Tuesday, August 20, 2013

Winter at Death’s Hotel by Kenneth Cameron

In January 1896 the author of Sherlock Holmes, Arthur Conan Doyle, comes to New York with his wife, Louisa for an American tour.   While staying at The New Britannic Louisa falls and sprains her ankle, making her stay behind while Arthur continues on his tour.   When a woman turns up mutilated in Bowery, Louisa recognizes her from a sketch in the paper as a woman she saw in the hotel lobby.  Louisa quickly becomes obsessed with the woman’s horrible death and starts putting together clues of murder.  The story comes back to the hotel and The Butcher who is killing woman and mutilating them.

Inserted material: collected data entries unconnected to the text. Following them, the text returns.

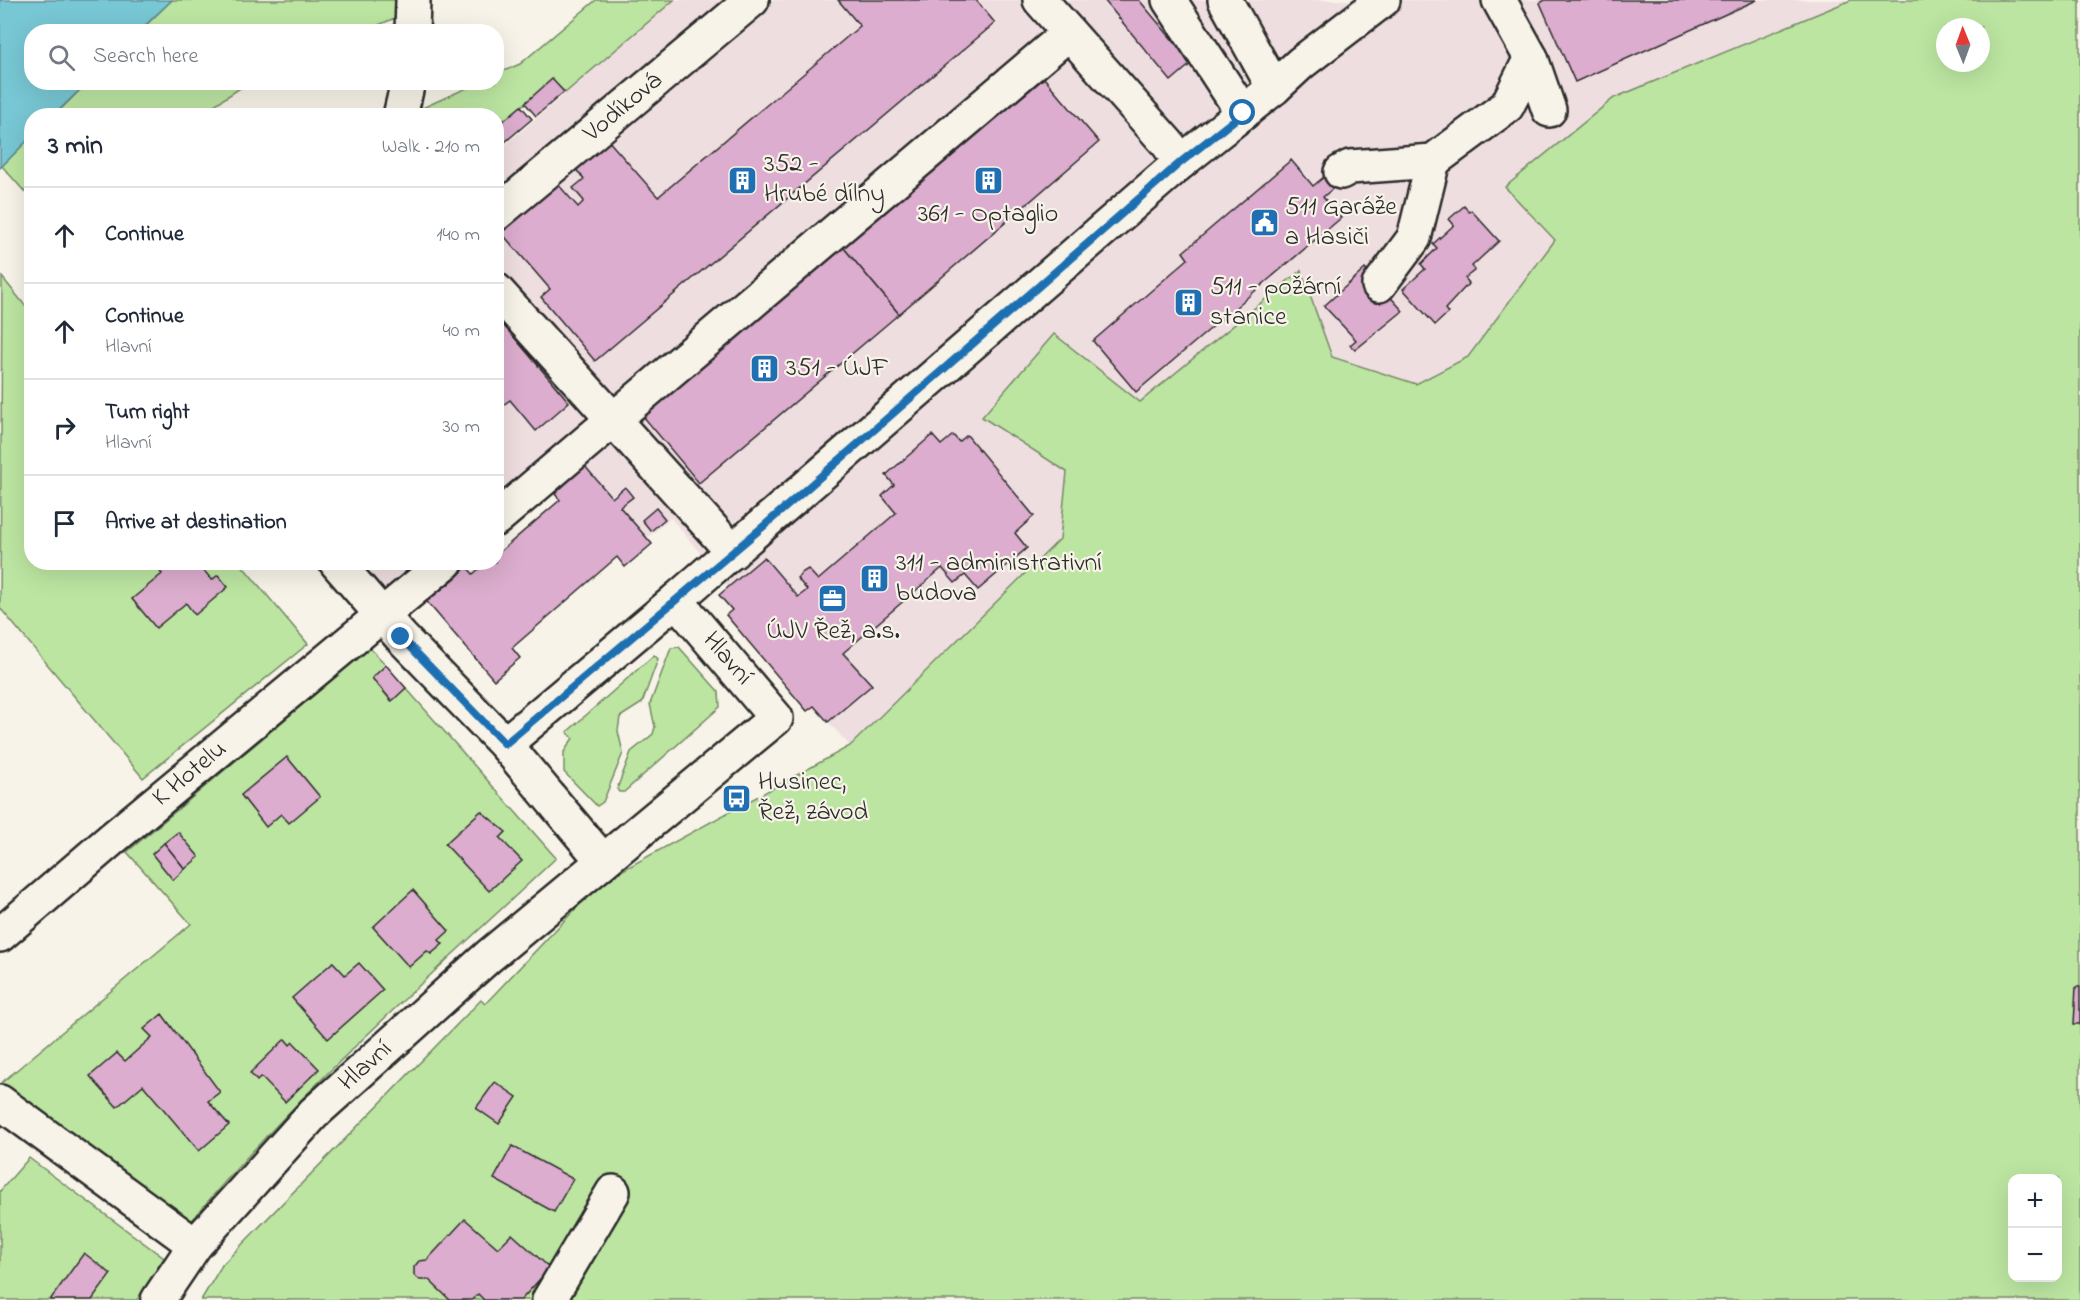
<!DOCTYPE html>
<meta charset="utf-8">
<style>
body{margin:0;font-family:"Indie Flower",sans-serif;background:#f2f2f3;color:#1f2937}
.controls{position:absolute;right:18px;bottom:18px;display:grid;overflow:hidden;border-radius:12px;box-shadow:0 6px 24px #0002}
.controls button{width:54px;height:54px;display:grid;place-items:center;padding:0;border:0;border-bottom:2px solid #e0e1e3;background:#fff;color:#1f2937;font:30px sans-serif}
.compass{position:absolute;left:1936px;top:18px;width:54px;height:54px;border-radius:50%;background:#fff;box-shadow:0 6px 24px #0002;rotate:359deg}
.stop{position:absolute;width:18px;height:18px;margin:-14px;border:4px solid #1f6fb2;border-radius:50%;background:#fff}
.stop.end{background:#1f6fb2;border-color:#fff;box-shadow:0 2px 6px #0008}
.list{margin:0;padding:0;list-style:none}
h2{display:flex;justify-content:space-between;align-items:center;height:78px;margin:0;padding:0 24px;font-size:26px}
h2 small{font-size:20px;font-weight:400;color:#747a83}
.list li{display:grid;grid-template-columns:39px 1fr auto;gap:18px;align-items:center;box-sizing:border-box;height:96px;padding:0 24px;border-top:2px solid #e0e1e3}
.list b{display:block;font-size:22px;white-space:nowrap}
.list p{margin:0;font-size:20px;white-space:nowrap;color:#747a83}
.list em{font-size:20px;font-style:normal;color:#747a83}
.icon{flex:none;width:33px;height:33px;fill:none;stroke:currentColor;stroke-width:2;stroke-linecap:round;stroke-linejoin:round}
.map{position:relative;flex:none;width:2080px;height:1300px;overflow:hidden}
.search{position:absolute;background:#fff;box-shadow:0 6px 24px #0002;left:24px;top:24px;width:480px;height:66px;display:flex;align-items:center;gap:15px;box-sizing:border-box;padding:0 21px;border-radius:24px;color:#747a83;font-size:22px}
.panel{position:absolute;background:#fff;box-shadow:0 6px 24px #0002;left:24px;top:108px;width:480px;height:462px;border-radius:24px}
.map>svg:first-child{display:block}
.built{fill:#efdee0;fill-rule:evenodd}
.green{fill:#bce5a1;stroke:#748866;stroke-width:1.5;fill-rule:evenodd}
.water{fill:#78c7d4;stroke:#598990;stroke-width:1.5}
.building{fill:#dcadce;stroke:#2b2b2b;stroke-width:1.5}
.lines{fill:none;stroke-linecap:round;stroke-linejoin:round}
.minor-casing{stroke:#2b2b2b;stroke-width:38}
.minor{stroke:#f7f3e8;stroke-width:33}
.route{stroke:#1f6fb2;stroke-width:8}
.labels{text-anchor:middle;dominant-baseline:central;stroke-width:4.5;stroke-linejoin:round;paint-order:stroke}
.street-label{font-size:26px;fill:#2b2b2b;stroke:#f7f3e8}
.poi-label{font-size:26px;fill:#2b2b2b;stroke:#f7f3e8;text-anchor:start}
</style>
<div class="map">
<svg width="2080" height="1300" viewBox="0 0 2080 1300">
<rect width="100%" height="100%" fill="#f7f3e8"/>
<filter id="ink" filterUnits="userSpaceOnUse"><feTurbulence type="fractalNoise" baseFrequency=".0167" numOctaves="2"/><feDisplacementMap in="SourceGraphic" scale="12" xChannelSelector="R" yChannelSelector="G"/><feConvolveMatrix kernelMatrix="1 2 1 2 8 2 1 2 1" color-interpolation-filters="sRGB"/></filter>
<g filter="url(#ink)">
<g class="built">
<path d="M 674,0 L 2080,0 L 2080,799 L 850,746 L 814,706 L 807,711 L 726,615 L 731,610 L 719,595 L 728,587 L 671,518 L 647,538 L 620,507 L 633,497 L 625,487 L 612,498 L 585,465 L 497,499 L 497,152 ZM 1945,27 L 1981,27 L 1981,63 L 1945,63 Z"/>
<polygon points="346,563 424,563 378,602"/>
</g>
<g class="green">
<polygon points="172,0 425,0 411,11 365,31 139,32"/>
<polygon points="596,0 674,0 565,93 552,80 497,127 496,116 418,116 422,108 478,83 496,82 497,74 520,64"/>
<path d="M 1851,0 L 2080,0 L 2080,1300 L 564,1300 L 607,1216 L 596,1187 L 535,1300 L 201,1300 L 222,1265 L 481,1000 L 485,1004 L 601,882 L 850,746 L 1060,539 L 1067,472 L 982,417 L 1054,334 L 1140,402 L 1301,270 L 1332,357 L 1416,384 L 1468,357 L 1555,240 L 1505,187 L 1614,98 ZM 1945,27 L 1981,27 L 1981,63 L 1945,63 ZM 2012,1178 L 2058,1178 L 2058,1278 L 2012,1278 Z"/>
<polygon points="87,83 248,83 199,115 54,116"/>
<polygon points="31,137 31,199 2,166"/>
<polygon points="2,277 31,313 32,562 240,563 308,644 143,778 0,608"/>
<polygon points="679,647 719,692 720,707 624,792 619,792 617,789 631,752 653,734 655,727 650,704 671,648"/>
<path d="M 370,648 L 386,665 L 372,678 L 391,701 L 406,688 L 556,858 C 431,976 299,1090 190,1223 L 0,1089 L 0,1084 L 191,924 L 127,852 Z"/>
<polygon points="654,655 658,659 642,703 620,717 618,731 623,753 603,802 597,806 564,772 564,752 573,738 567,732"/>
<polygon points="29,1158 164,1258 137,1300 0,1300 0,1191"/>
</g>
<polygon class="water" points="0,0 172,0 139,31 32,32 32,82 87,83 54,115 32,116 31,137 0,168"/>
<g class="building">
<polygon points="838,0 976,0 995,23 595,361 541,297 550,289 499,230 556,182 578,207 584,201 573,188 584,179 574,167 607,139 658,197 860,26"/>
<polygon points="1104,0 1139,0 1192,63 1171,81"/>
<polygon points="1545,0 1757,0 1575,82 1540,3"/>
<polygon points="1044,78 1099,142 899,314 838,241 863,220 868,227"/>
<polygon points="552,79 564,92 536,116 525,103"/>
<polygon points="521,106 532,119 505,142 496,132 496,127"/>
<polygon points="1291,160 1313,186 1336,167 1345,178 1323,197 1341,218 1136,392 1093,341 1188,259 1183,252"/>
<polygon points="1464,206 1469,212 1471,210 1499,241 1472,266 1475,270 1465,278 1469,283 1445,309 1448,313 1435,325 1403,289 1425,269 1421,264 1437,248 1433,244 1454,225 1449,219"/>
<polygon points="838,241 899,314 699,483 637,409 741,333 815,271 810,265"/>
<polygon points="1365,269 1403,311 1355,350 1350,345 1356,340 1324,306"/>
<polygon points="496,316 569,402 536,431 510,400 499,408 496,405"/>
<polygon points="932,435 941,445 953,435 959,442 967,435 1034,516 1015,533 1027,548 978,590 965,575 955,583 942,568 843,653 872,685 828,722 814,706 807,711 726,615 732,610 719,595 764,557 798,597 807,590 797,578 803,572 808,569 818,580 896,513 882,496 894,485 886,475"/>
<polygon points="584,465 612,498 625,487 633,497 620,507 652,544 625,567 617,557 512,648 520,658 494,680 422,596 440,580 446,586 467,567 473,574 487,562 496,562 496,555 560,500 555,494"/>
<polygon points="656,508 665,519 651,531 642,520"/>
<polygon points="152,562 204,562 200,566 212,580 218,575 228,587 195,615 186,603 156,628 132,599 162,574"/>
<polygon points="386,665 406,688 392,701 372,678"/>
<polygon points="287,757 320,797 289,823 281,814 266,827 241,795"/>
<polygon points="481,811 506,832 500,838 522,861 489,891 445,844"/>
<polygon points="178,832 199,857 185,869 164,843"/>
<polygon points="164,843 185,869 173,880 152,854"/>
<polygon points="413,890 449,931 439,940 443,944 431,954 427,951 409,967 373,927"/>
<polygon points="333,962 345,975 359,963 383,990 328,1039 292,998"/>
<polygon points="2076,987 2080,987 2080,1024 2074,1024"/>
<polygon points="162,1014 220,1092 208,1101 229,1125 199,1151 143,1085 117,1107 90,1076 117,1053 125,1061 152,1037 144,1029"/>
<polygon points="285,1039 290,1045 293,1042 319,1069 285,1102 261,1077 257,1081 250,1073"/>
<polygon points="495,1082 517,1097 499,1124 476,1108"/>
<polygon points="512,1146 573,1179 554,1212 494,1179"/>
<polygon points="465,1219 498,1248 512,1234 550,1268 521,1300 484,1300 478,1294 472,1300 450,1300 429,1280 420,1280 414,1275 414,1267 419,1261 427,1260"/>
<polygon points="84,1253 111,1274 92,1300 50,1300"/>
</g>
<g class="lines">
<defs>
<g id="minor">
<polyline points="1040,0 1168,144 1181,162"/>
<polyline points="1169,0 1243,113"/>
<polyline points="1225,0 1274,88"/>
<polyline points="412,32 413,0"/>
<polyline points="1531,58 1549,110"/>
<polyline points="400,116 408,82"/>
<polyline points="1341,172 1350,167 1433,161 1507,106 1531,58 1499,0"/>
<path id="s1" d="M 496,214 L 752,0"/>
<polyline points="1379,285 1414,238 1433,161"/>
<polyline points="496,290 733,552"/>
<polyline points="496,519 1069,33"/>
<polyline points="336,562 401,637 505,744 603,861"/>
<polyline points="676,600 1181,162 1274,88 1301,63 1383,0"/>
<path id="s2" d="M 0,935 L 113,838 L 446,562"/>
<polyline points="0,1102 195,1245"/>
<path id="s3" d="M 158,1300 L 195,1245 L 314,1113 L 489,956 L 776,718 L 676,600 L 505,744"/>
<polyline points="549,1300 613,1192"/>
</g>
</defs>
<use href="#minor" class="minor-casing"/>
<use href="#minor" class="minor"/>
</g>
</g>
<g class="lines" filter="url(#ink)">
<polyline class="route" points="401,637 505,744 765,525 1181,162 1243,113"/>
</g>
<defs>
<symbol id="building-square" viewBox="-11 -11 22 22"><rect x="-9" y="-9" width="18" height="18" rx="4" fill="#1f6fb2" stroke="#f7f3e8"/><path d="M-4-6H4V6H1V3H-1V6H-4ZM-2.5-4.3h1.7v1.8h-1.7ZM.8-4.3h1.7v1.8H.8ZM-2.5-1h1.7V.8h-1.7ZM.8-1h1.7V.8H.8Z" fill="#fff"/></symbol>
<symbol id="civic-square" viewBox="-11 -11 22 22"><rect x="-9" y="-9" width="18" height="18" rx="4" fill="#1f6fb2" stroke="#f7f3e8"/><path d="M-.6-6.5H3V-4.5H.6V-3L4-1V1h2V6H-6V1h2V-1L-.6-3ZM-1.2 2.5V6h2.4V2.5Z" fill="#fff"/></symbol>
<symbol id="office-square" viewBox="-11 -11 22 22"><rect x="-9" y="-9" width="18" height="18" rx="4" fill="#1f6fb2" stroke="#f7f3e8"/><path d="M-6-3h4V-5.5h4V-3h4V5H-6ZM-1-4.5V-3h2v-1.5ZM-6 0V1H6V0Z" fill="#fff"/></symbol>
<symbol id="bus-square" viewBox="-11 -11 22 22"><rect x="-9" y="-9" width="18" height="18" rx="4" fill="#1f6fb2" stroke="#f7f3e8"/><path d="M-5-6H5V4H4V6H2V4H-2V6H-4V4H-5ZM-3.5-4V0h7V-4ZM-3.5 1.2v1.5H-2V1.2ZM2 1.2v1.5H3.5V1.2Z" fill="#fff"/></symbol>
</defs>
<g fill-rule="evenodd">
<use href="#building-square" x="726" y="164" width="33" height="33"/>
<use href="#building-square" x="972" y="164" width="33" height="33"/>
<use href="#civic-square" x="1248" y="206" width="33" height="33"/>
<use href="#building-square" x="1172" y="286" width="33" height="33"/>
<use href="#building-square" x="748" y="352" width="33" height="33"/>
<use href="#building-square" x="858" y="562" width="33" height="33"/>
<use href="#office-square" x="816" y="582" width="33" height="33"/>
<use href="#bus-square" x="720" y="782" width="33" height="33"/>
</g>
<g class="labels">
<g class="street-label">
<text stroke="none"><textPath href="#s1" startOffset="166">Vodíková</textPath></text>
<text transform="translate(727 659) rotate(49)">Hlavní</text>
<text stroke="none"><textPath href="#s2" startOffset="249">K Hotelu</textPath></text>
<text stroke="none"><textPath href="#s3" startOffset="314">Hlavní</textPath></text>
</g>
<g class="poi-label">
<text x="764" y="165">352 -<tspan x="764" dy="30">Hrubé dílny</tspan></text>
<text x="1285" y="208">511 Garáže<tspan x="1285" dy="30">a Hasiči</tspan></text>
<text x="988" y="215" text-anchor="middle">361 - Optaglio</text>
<text x="1210" y="288">511 - požární<tspan x="1210" dy="30">stanice</tspan></text>
<text x="786" y="369">351 - ÚJF</text>
<text x="896" y="564">311 - administrativní<tspan x="896" dy="30">budova</tspan></text>
<text x="833" y="632" text-anchor="middle">ÚJV Řež, a.s.</text>
<text x="758" y="783">Husinec,<tspan x="758" dy="30">Řež, závod</tspan></text>
</g>
</g>
</svg>
<div class="controls">
<button>+</button>
<button>−</button>
</div>
<svg class="compass" viewBox="-18 -18 36 36"><path d="M0-13l5 13h-10z" fill="#e53935"/><path d="M0 13l5-13h-10z" fill="#747a83"/></svg>
<div class="stop" style="left:1243px;top:113px"></div>
<div class="stop end" style="left:401px;top:637px"></div>
<div class="search"><svg class="icon" aria-label="search" viewBox="0 0 24 24"><circle cx="10" cy="10" r="6"/><path d="M15 15l6 6"/></svg>Search here</div>
<section class="panel">
<h2>3 min<small>Walk · 210 m</small></h2>
<ul class="list">
<li><svg class="icon" aria-label="ahead" viewBox="0 0 24 24"><path d="M12 20V5M6 11l6-6 6 6"/></svg><div><b>Continue</b></div><em>140 m</em></li>
<li><svg class="icon" aria-label="ahead" viewBox="0 0 24 24"><path d="M12 20V5M6 11l6-6 6 6"/></svg><div><b>Continue</b><p>Hlavní</p></div><em>40 m</em></li>
<li><svg class="icon" aria-label="right" viewBox="0 0 24 24"><path d="M7 20v-9h11M14 6l5 5-5 5"/></svg><div><b>Turn right</b><p>Hlavní</p></div><em>30 m</em></li>
<li><svg class="icon" aria-label="arrive" viewBox="0 0 24 24"><path d="M6 21V4h12l-3 4 3 4H6"/></svg><div><b>Arrive at destination</b></div></li>
</ul>
</section>
</div>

I am not a big Sherlock Holmes fan, but know of his stories.  I was a little worried that this would be a write over of Sherlock Holmes and was very pleased when it was not.   This is a story of a woman, who in a time that woman were expected to sit and behave, takes the initiative to solve the Butcher Murders.  Even as she hits wall against wall, usually put there by a man, she does not give up and knows that she has details that will help catch the murdered.  Louisa is a character that leads a very sheltered life, but is not scared to step outside of that shelter and get a look at the rough life and use her knowledge. 

The tours and history of “Old New York” were amazing.  I truly enjoyed hearing and visualizing the brownstones and the other points of interest while Louisa was on her various rides around the city.    The corruption of the police was something I had heard about but never really read about.  It was hard for me to accept, but easier to imagine it.  Teddy Roosevelt became a favorite character of mine, even though he was not well liked with his co-workers.  He was a moral character and did not stand for the corruption. 

Although this is not a book I would normally read I truly enjoyed it and would happily and easily highly recommend this book to others.

Purchase Winter at Death's Hotel by Kenneth Cameron

1 comment:

  1. This sounds interesting, even though - as you - I wouldn't normally choose this book. Thanks for the review.